# GIVEN ENTRIES

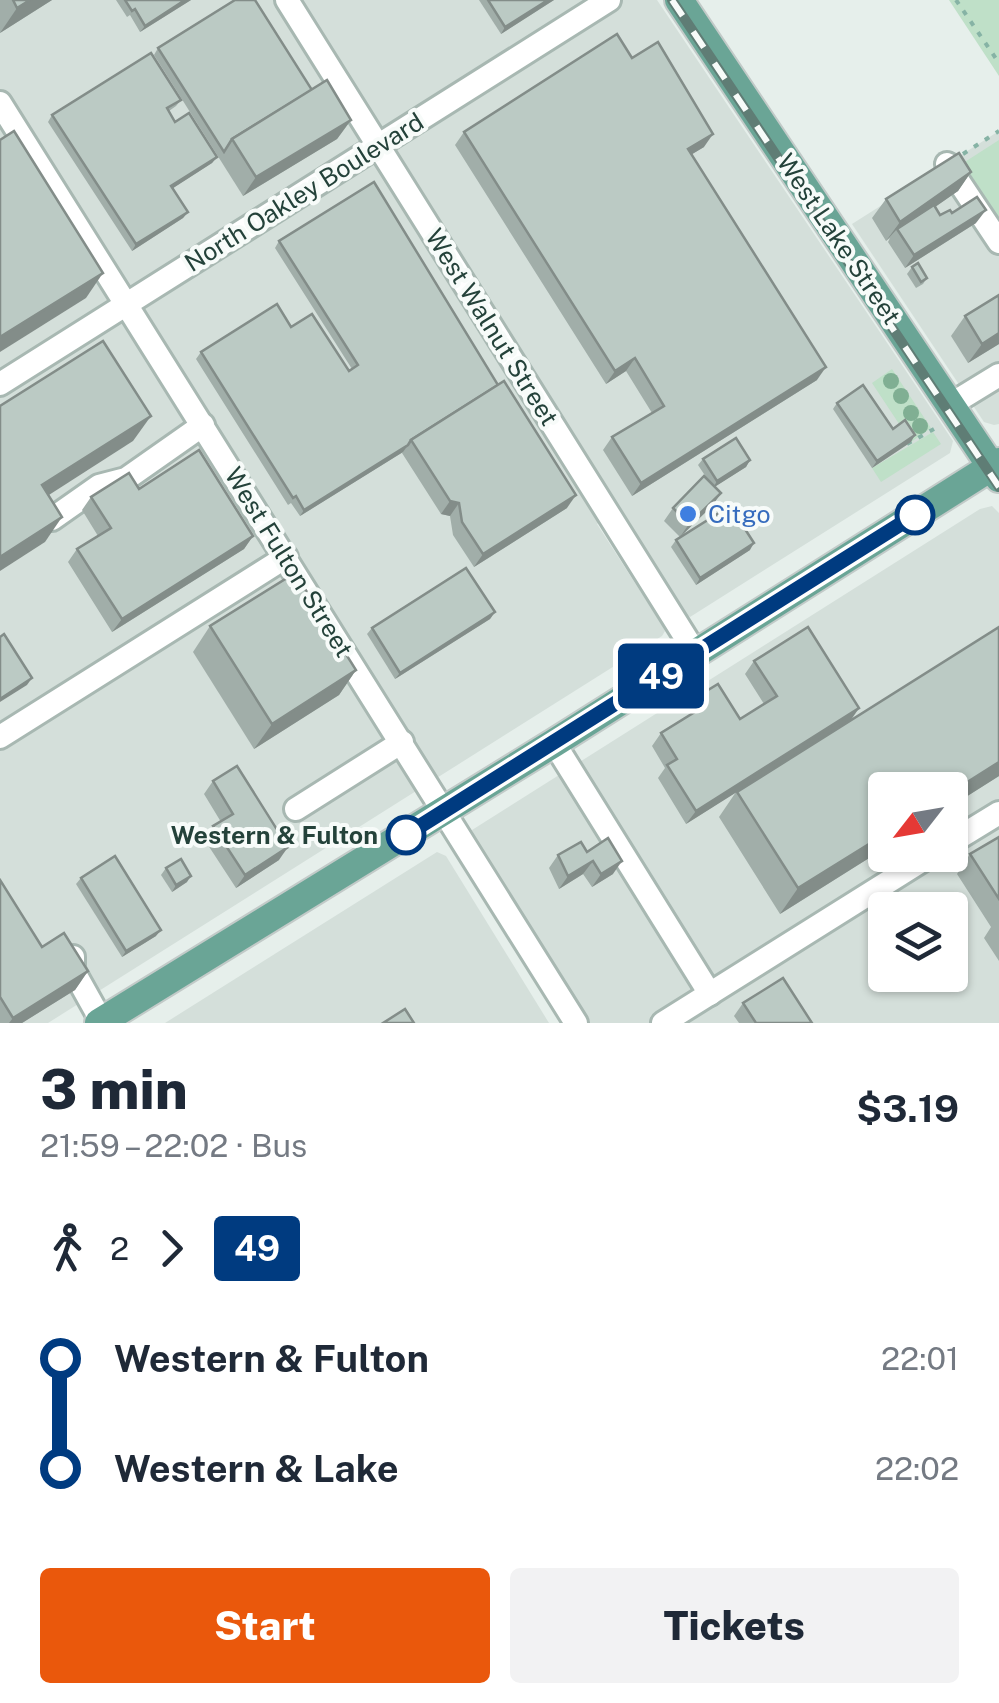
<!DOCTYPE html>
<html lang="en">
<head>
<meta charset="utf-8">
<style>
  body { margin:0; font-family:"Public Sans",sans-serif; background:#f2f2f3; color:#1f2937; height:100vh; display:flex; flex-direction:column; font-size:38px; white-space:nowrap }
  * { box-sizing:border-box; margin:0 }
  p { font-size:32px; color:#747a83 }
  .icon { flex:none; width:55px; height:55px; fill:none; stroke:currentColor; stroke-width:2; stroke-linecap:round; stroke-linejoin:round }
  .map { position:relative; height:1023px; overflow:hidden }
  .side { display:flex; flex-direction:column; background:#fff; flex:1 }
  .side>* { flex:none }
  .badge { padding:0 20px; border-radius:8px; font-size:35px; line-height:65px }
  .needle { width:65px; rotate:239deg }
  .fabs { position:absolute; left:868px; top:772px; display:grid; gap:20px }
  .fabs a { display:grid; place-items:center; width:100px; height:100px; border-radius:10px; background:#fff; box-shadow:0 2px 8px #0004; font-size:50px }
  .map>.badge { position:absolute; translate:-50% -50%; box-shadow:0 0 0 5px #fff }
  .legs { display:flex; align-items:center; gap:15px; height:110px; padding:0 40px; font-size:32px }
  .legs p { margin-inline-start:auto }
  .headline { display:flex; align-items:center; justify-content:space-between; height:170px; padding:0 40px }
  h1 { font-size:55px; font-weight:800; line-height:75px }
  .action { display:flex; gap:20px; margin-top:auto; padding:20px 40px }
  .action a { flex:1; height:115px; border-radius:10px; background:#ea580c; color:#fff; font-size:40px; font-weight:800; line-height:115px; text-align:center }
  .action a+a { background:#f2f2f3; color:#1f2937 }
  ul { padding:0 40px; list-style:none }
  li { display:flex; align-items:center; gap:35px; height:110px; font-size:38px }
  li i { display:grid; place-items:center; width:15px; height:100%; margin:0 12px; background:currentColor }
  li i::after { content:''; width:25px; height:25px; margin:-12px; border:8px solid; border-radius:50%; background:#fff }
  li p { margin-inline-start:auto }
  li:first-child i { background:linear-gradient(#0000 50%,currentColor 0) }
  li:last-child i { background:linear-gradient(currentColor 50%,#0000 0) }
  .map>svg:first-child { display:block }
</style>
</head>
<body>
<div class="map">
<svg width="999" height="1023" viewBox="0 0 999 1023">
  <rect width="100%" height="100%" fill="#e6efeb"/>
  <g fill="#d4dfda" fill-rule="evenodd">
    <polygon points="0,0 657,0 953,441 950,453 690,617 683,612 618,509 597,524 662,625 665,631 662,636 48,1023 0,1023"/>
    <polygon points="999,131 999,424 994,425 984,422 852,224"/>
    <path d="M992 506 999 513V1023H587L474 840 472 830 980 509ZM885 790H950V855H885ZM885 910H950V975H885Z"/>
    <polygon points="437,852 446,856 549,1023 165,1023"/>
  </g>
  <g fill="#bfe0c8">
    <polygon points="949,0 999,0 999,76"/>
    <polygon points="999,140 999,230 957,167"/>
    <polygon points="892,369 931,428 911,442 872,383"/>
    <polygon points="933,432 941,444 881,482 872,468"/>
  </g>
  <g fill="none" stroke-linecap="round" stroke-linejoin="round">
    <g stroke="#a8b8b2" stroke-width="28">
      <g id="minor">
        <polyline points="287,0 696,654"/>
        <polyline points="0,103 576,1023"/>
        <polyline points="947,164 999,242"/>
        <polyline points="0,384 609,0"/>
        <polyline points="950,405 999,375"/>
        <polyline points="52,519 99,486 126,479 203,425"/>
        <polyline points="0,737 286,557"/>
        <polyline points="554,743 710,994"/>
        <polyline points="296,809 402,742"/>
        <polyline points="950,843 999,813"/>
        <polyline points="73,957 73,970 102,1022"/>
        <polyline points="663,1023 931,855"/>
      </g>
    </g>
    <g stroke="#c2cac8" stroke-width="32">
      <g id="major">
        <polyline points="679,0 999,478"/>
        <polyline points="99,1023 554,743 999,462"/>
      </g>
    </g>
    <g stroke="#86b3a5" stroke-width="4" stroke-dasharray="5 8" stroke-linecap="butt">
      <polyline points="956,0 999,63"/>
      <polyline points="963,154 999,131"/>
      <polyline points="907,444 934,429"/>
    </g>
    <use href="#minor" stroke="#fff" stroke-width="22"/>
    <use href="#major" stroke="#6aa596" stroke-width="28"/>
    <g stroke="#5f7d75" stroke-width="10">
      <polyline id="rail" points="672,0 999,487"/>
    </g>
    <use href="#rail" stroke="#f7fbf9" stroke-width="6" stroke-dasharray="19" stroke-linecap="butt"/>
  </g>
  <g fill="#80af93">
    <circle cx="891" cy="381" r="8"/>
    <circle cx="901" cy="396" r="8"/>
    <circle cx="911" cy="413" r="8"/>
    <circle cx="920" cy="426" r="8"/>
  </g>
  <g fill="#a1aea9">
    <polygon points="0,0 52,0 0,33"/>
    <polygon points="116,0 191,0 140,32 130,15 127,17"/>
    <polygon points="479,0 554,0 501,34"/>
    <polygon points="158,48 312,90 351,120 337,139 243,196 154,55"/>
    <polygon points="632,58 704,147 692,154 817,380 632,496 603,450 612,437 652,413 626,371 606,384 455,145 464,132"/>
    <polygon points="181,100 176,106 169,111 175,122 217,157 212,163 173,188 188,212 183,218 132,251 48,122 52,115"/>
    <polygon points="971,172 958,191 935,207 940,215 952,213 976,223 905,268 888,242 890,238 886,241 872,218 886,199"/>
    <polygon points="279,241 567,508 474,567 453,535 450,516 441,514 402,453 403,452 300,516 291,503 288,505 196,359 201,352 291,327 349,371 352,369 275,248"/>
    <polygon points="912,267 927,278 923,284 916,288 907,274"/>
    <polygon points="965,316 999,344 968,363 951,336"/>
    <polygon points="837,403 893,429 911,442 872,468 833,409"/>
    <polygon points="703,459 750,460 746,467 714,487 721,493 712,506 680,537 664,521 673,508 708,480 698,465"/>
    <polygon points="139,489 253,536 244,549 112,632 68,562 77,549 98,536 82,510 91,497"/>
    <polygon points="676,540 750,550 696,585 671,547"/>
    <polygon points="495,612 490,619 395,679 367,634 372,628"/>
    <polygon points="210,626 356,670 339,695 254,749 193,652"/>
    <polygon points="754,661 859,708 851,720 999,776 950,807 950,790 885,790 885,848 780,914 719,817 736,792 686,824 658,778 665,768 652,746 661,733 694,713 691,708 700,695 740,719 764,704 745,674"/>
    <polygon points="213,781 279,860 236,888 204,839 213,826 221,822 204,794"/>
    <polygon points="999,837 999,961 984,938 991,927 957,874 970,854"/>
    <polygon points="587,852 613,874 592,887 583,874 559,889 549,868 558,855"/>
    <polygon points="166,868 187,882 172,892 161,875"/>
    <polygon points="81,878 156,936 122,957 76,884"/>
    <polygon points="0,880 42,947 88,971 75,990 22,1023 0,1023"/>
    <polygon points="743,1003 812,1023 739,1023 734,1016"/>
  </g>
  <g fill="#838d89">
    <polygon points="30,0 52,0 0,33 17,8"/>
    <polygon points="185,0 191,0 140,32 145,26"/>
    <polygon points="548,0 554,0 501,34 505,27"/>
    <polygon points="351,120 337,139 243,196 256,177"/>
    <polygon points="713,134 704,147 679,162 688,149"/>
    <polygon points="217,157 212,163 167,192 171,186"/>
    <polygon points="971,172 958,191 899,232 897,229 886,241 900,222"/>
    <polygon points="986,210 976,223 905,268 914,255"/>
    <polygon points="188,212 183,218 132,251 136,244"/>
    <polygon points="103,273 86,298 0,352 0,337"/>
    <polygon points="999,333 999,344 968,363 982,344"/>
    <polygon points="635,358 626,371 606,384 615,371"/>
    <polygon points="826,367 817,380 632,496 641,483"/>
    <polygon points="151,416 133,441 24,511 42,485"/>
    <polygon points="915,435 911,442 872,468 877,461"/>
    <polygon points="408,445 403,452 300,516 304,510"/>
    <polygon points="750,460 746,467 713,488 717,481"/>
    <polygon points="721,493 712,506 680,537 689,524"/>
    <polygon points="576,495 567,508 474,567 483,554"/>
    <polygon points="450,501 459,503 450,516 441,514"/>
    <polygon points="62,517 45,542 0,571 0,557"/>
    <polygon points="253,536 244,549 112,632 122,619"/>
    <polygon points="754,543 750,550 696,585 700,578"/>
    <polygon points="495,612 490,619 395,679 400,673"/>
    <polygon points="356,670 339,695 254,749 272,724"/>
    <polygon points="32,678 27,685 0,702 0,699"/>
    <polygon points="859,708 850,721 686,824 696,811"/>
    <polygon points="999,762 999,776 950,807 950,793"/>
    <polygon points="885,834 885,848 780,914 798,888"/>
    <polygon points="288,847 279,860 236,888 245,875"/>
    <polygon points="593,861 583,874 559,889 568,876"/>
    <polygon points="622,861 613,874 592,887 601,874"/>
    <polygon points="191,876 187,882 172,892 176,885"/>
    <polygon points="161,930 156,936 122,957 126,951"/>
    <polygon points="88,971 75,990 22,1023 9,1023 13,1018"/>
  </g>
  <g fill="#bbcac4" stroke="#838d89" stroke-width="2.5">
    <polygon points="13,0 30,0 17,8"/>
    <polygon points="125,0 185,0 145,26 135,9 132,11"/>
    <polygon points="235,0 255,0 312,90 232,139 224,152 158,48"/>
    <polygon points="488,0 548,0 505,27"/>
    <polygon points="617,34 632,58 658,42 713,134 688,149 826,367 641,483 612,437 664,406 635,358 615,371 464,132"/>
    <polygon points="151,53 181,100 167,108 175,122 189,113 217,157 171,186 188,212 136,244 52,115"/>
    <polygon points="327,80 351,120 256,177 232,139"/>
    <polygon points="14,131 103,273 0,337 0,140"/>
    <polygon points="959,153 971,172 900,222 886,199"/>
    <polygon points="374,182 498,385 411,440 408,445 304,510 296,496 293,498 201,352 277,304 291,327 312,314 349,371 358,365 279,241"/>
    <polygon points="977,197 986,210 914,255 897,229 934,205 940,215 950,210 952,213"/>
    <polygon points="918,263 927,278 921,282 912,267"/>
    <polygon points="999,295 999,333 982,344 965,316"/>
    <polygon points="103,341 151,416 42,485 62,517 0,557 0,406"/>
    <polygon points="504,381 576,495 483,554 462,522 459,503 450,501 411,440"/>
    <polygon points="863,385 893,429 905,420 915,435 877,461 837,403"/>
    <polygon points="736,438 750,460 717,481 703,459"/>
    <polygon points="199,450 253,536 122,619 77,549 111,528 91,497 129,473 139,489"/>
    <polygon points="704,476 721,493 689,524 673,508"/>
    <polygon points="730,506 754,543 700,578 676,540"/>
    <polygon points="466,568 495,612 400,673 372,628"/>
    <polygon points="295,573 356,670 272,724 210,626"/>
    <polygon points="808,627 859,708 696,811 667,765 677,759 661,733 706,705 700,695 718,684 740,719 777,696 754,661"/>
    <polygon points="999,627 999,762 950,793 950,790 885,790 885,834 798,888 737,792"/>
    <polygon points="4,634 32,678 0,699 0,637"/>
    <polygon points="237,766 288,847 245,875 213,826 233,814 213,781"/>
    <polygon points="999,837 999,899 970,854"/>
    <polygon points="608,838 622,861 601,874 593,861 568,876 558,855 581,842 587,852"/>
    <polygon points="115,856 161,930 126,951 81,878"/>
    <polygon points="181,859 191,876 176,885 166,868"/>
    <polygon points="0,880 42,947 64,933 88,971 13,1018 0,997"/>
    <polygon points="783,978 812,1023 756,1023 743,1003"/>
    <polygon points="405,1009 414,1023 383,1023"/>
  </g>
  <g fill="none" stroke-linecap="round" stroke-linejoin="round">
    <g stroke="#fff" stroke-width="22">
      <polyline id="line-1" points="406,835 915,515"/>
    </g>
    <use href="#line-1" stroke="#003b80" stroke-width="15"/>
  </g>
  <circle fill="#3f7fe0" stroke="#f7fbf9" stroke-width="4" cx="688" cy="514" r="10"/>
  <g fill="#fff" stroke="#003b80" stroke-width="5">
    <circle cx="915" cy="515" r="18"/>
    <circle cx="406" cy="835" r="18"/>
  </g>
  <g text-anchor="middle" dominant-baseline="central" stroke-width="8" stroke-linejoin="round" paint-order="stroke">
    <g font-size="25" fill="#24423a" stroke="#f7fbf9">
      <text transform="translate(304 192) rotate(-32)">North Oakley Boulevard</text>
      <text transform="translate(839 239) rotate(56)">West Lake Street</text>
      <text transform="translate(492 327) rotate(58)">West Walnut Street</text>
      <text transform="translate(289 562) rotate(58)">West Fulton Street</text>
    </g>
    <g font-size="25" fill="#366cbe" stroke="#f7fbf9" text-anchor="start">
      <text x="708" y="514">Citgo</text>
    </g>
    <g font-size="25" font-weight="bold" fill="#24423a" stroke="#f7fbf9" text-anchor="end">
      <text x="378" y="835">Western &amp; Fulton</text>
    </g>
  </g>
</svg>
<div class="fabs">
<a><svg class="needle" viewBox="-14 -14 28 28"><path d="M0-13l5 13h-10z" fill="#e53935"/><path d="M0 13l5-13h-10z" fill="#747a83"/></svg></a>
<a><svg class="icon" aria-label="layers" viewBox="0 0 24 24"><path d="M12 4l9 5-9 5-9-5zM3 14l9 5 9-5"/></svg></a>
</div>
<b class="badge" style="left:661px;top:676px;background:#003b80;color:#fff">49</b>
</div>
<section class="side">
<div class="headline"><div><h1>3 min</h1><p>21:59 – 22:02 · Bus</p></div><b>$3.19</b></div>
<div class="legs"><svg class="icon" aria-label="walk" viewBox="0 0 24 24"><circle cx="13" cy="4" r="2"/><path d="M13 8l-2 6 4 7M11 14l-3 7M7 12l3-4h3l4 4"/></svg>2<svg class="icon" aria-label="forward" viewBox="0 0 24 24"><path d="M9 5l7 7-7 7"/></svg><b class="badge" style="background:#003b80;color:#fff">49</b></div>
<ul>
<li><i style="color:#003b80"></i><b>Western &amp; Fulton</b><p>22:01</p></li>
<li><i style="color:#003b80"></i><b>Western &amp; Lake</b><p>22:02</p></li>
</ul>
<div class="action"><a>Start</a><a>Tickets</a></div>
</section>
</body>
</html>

# PROBLEM TO WORK ON
Leave out the pictures, then repeat the listing above exactly from its first line to the line with "padding:0 40px; list-style:none", inclusive.

# COMPLETED EXERCISE
<!DOCTYPE html>
<html lang="en">
<head>
<meta charset="utf-8">
<style>
  body { margin:0; font-family:"Public Sans",sans-serif; background:#f2f2f3; color:#1f2937; height:100vh; display:flex; flex-direction:column; font-size:38px; white-space:nowrap }
  * { box-sizing:border-box; margin:0 }
  p { font-size:32px; color:#747a83 }
  .icon { flex:none; width:55px; height:55px; fill:none; stroke:currentColor; stroke-width:2; stroke-linecap:round; stroke-linejoin:round }
  .map { position:relative; height:1023px; overflow:hidden }
  .side { display:flex; flex-direction:column; background:#fff; flex:1 }
  .side>* { flex:none }
  .badge { padding:0 20px; border-radius:8px; font-size:35px; line-height:65px }
  .needle { width:65px; rotate:239deg }
  .fabs { position:absolute; left:868px; top:772px; display:grid; gap:20px }
  .fabs a { display:grid; place-items:center; width:100px; height:100px; border-radius:10px; background:#fff; box-shadow:0 2px 8px #0004; font-size:50px }
  .map>.badge { position:absolute; translate:-50% -50%; box-shadow:0 0 0 5px #fff }
  .legs { display:flex; align-items:center; gap:15px; height:110px; padding:0 40px; font-size:32px }
  .legs p { margin-inline-start:auto }
  .headline { display:flex; align-items:center; justify-content:space-between; height:170px; padding:0 40px }
  h1 { font-size:55px; font-weight:800; line-height:75px }
  .action { display:flex; gap:20px; margin-top:auto; padding:20px 40px }
  .action a { flex:1; height:115px; border-radius:10px; background:#ea580c; color:#fff; font-size:40px; font-weight:800; line-height:115px; text-align:center }
  .action a+a { background:#f2f2f3; color:#1f2937 }
  ul { padding:0 40px; list-style:none }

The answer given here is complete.